Every line of the entries below that mentions "crossings" is to be copied out.

* * * * * * * * *

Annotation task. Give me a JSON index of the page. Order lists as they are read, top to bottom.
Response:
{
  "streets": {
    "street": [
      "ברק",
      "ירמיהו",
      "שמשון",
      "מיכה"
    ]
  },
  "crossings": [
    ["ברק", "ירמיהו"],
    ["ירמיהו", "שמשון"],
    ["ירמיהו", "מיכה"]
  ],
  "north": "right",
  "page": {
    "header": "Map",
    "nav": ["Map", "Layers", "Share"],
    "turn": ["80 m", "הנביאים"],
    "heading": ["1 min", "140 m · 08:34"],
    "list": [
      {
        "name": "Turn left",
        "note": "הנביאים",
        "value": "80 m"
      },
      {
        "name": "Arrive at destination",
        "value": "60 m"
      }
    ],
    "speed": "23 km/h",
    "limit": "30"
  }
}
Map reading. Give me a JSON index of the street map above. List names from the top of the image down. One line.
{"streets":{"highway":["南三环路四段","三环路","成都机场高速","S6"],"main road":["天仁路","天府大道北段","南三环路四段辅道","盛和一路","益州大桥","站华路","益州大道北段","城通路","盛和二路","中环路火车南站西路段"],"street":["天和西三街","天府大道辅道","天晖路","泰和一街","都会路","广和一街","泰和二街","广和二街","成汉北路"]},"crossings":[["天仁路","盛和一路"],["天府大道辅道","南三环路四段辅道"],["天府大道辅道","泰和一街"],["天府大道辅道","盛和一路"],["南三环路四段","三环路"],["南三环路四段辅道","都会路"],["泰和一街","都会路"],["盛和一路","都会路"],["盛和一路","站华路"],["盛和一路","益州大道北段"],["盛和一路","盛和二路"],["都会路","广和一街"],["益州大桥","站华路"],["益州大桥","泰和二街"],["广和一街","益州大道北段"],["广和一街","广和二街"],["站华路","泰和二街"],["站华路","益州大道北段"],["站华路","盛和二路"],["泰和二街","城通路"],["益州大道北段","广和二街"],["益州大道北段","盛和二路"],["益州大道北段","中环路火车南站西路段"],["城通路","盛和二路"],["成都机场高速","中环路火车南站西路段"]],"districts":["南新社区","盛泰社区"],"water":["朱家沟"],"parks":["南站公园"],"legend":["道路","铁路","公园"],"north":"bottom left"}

* * * * * * * * *

EXPECTED OUTPUT
  "crossings": [
{"streets":{"highway":["南三环路四段","三环路","成都机场高速","S6"],"main road":["天仁路","天府大道北段","南三环路四段辅道","盛和一路","益州大桥","站华路","益州大道北段","城通路","盛和二路","中环路火车南站西路段"],"street":["天和西三街","天府大道辅道","天晖路","泰和一街","都会路","广和一街","泰和二街","广和二街","成汉北路"]},"crossings":[["天仁路","盛和一路"],["天府大道辅道","南三环路四段辅道"],["天府大道辅道","泰和一街"],["天府大道辅道","盛和一路"],["南三环路四段","三环路"],["南三环路四段辅道","都会路"],["泰和一街","都会路"],["盛和一路","都会路"],["盛和一路","站华路"],["盛和一路","益州大道北段"],["盛和一路","盛和二路"],["都会路","广和一街"],["益州大桥","站华路"],["益州大桥","泰和二街"],["广和一街","益州大道北段"],["广和一街","广和二街"],["站华路","泰和二街"],["站华路","益州大道北段"],["站华路","盛和二路"],["泰和二街","城通路"],["益州大道北段","广和二街"],["益州大道北段","盛和二路"],["益州大道北段","中环路火车南站西路段"],["城通路","盛和二路"],["成都机场高速","中环路火车南站西路段"]],"districts":["南新社区","盛泰社区"],"water":["朱家沟"],"parks":["南站公园"],"legend":["道路","铁路","公园"],"north":"bottom left"}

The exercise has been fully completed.